Gazete Vatan Logo

Evet mi hayır mı? İşte madde madde o paket

Türkiye 23 gün sonra anayasa değişikliği için sandık başına gidiyor

Siyasi liderler miting meydanlarında sert sözlerle birbirlerini suçluyor. Televizyonlarda ise hararetli tartışlamalar yaşanıyor.

Ancak tüm bunlara rağmen vatandaşların çoğu 12 Eylül’de neyin oylanacağını bilmediğini söylüyor. VATAN 26 maddelik anayasa değişikliği paketine uzman görüşleriyle madde madde ışık tutuyor.

KADIN VE ÖZÜRLÜYE POZİTİF AYRIMCILIK

Madde 10 / Eski Hali

Herkes, dil, ırk, renk, cinsiyet, siyasi düşünce, felsefi inanç, din, mezhep ve benzeri sebeplerle ayırım gözetilmeksizin kanun önünde eşittir.

Kadınlar ve erkekler eşit haklara sahiptir. Devlet, bu eşitliğin yaşama geçmesini sağlamakla yükümlüdür.
Hiçbir kişiye, aileye, zümreye veya sınıfa imtiyaz tanınamaz.

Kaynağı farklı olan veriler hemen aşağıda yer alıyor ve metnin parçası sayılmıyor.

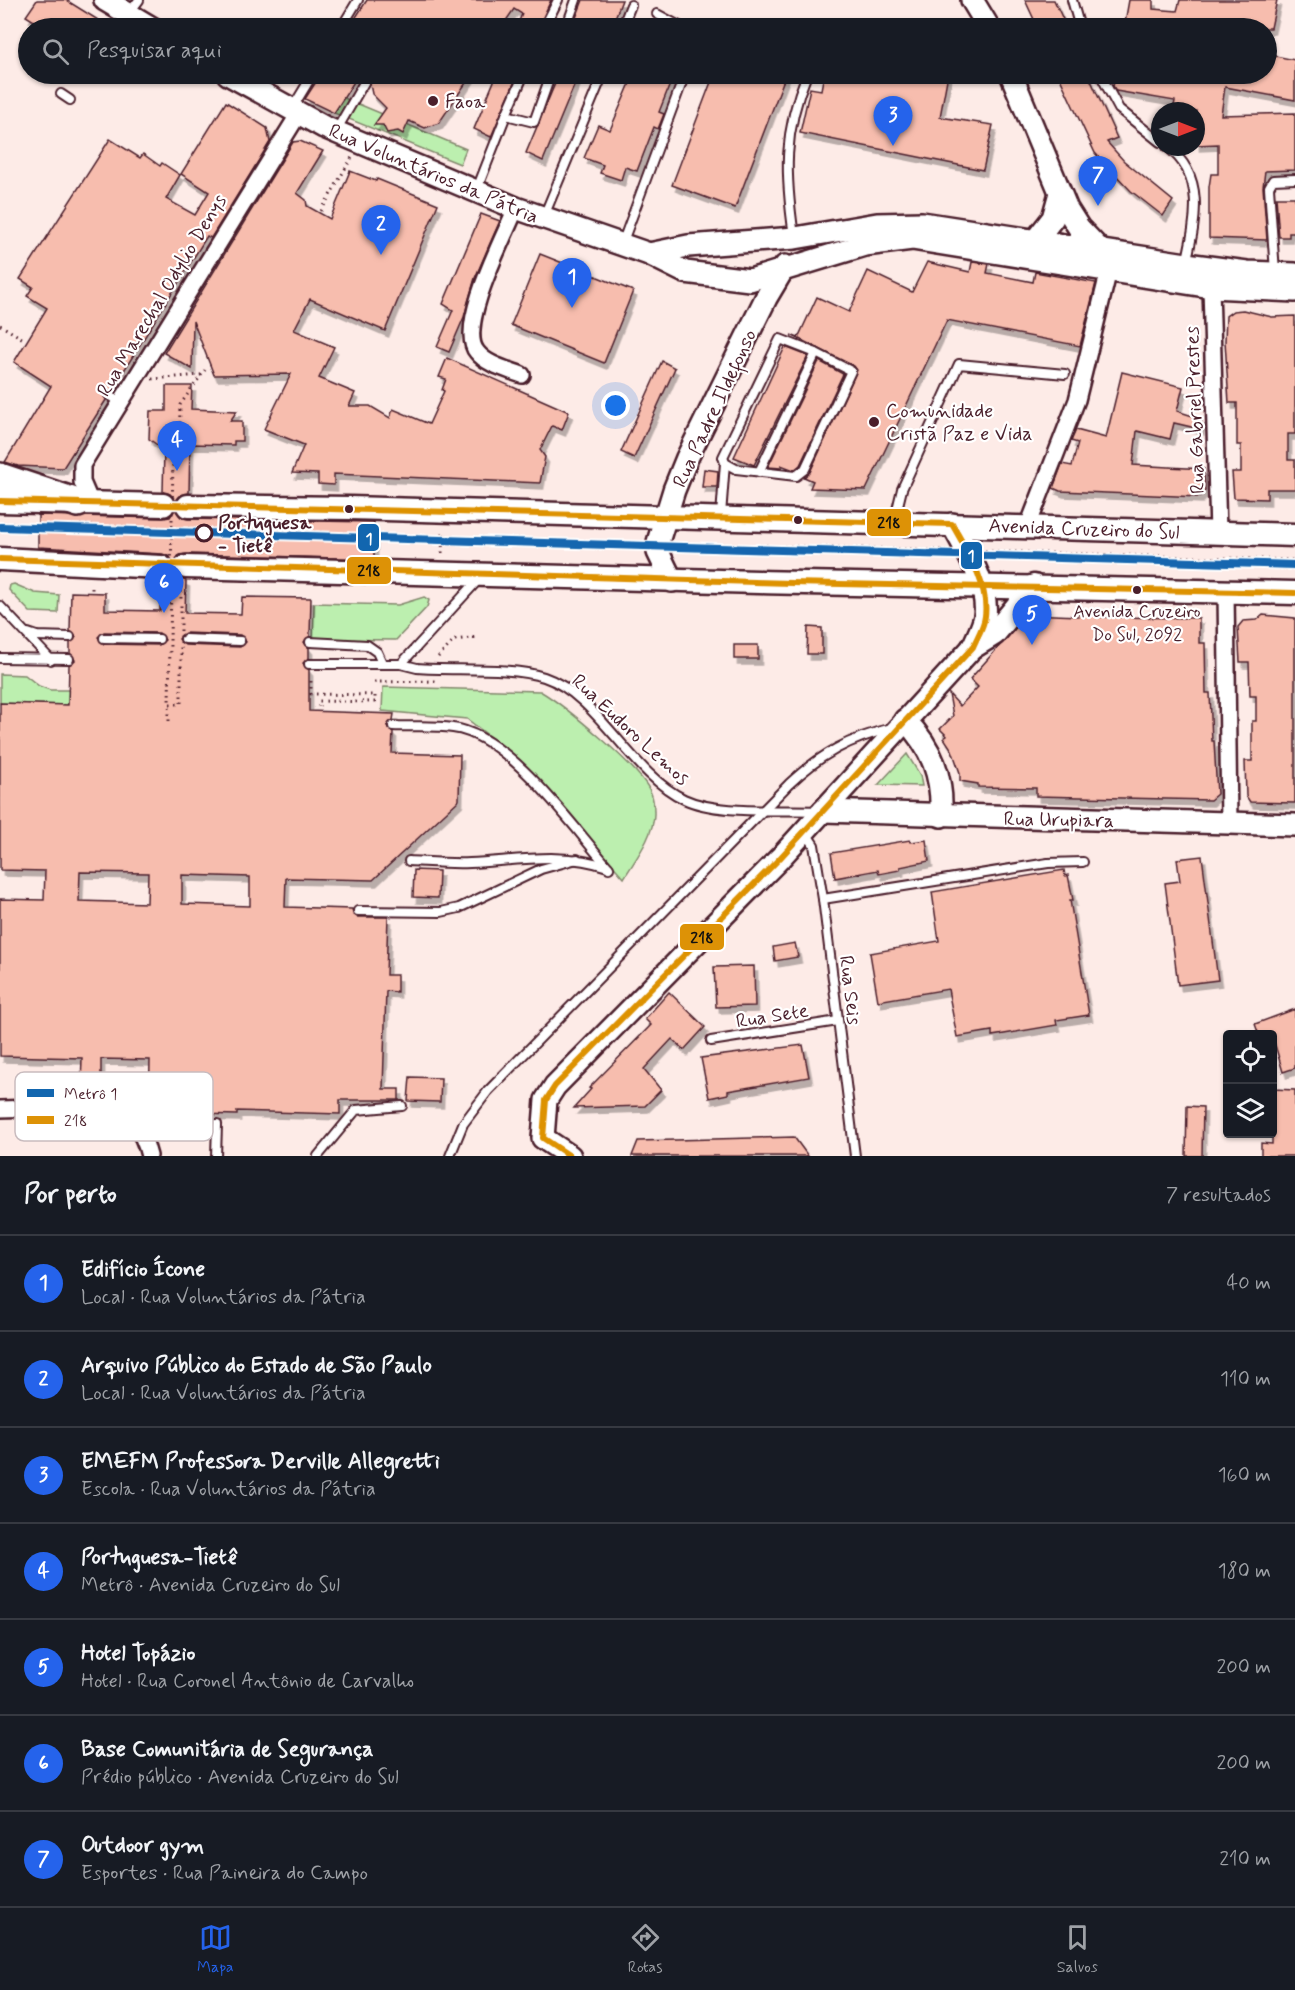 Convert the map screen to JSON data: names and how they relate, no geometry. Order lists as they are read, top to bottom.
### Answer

Devlet organları ve idare makamları bütün işlemlerinde kanun önünde eşitlik ilkesine uygun olarak hareket etmek zorundadırlar.

Madde 10 / Yeni Hali

Herkes, dil, ırk, renk, cinsiyet, siyasi düşünce, felsefi inanç, din, mezhep ve benzeri sebeplerle ayırım gözetilmeksizin kanun önünde eşittir.

Kadınlar ve erkekler eşit haklara sahiptir. Devlet, bu eşitliğin yaşama geçmesini sağlamakla yükümlüdür. “Bu maksatla alınacak tedbirler eşitlik ilkesine aykırı olarak yorumlanamaz.”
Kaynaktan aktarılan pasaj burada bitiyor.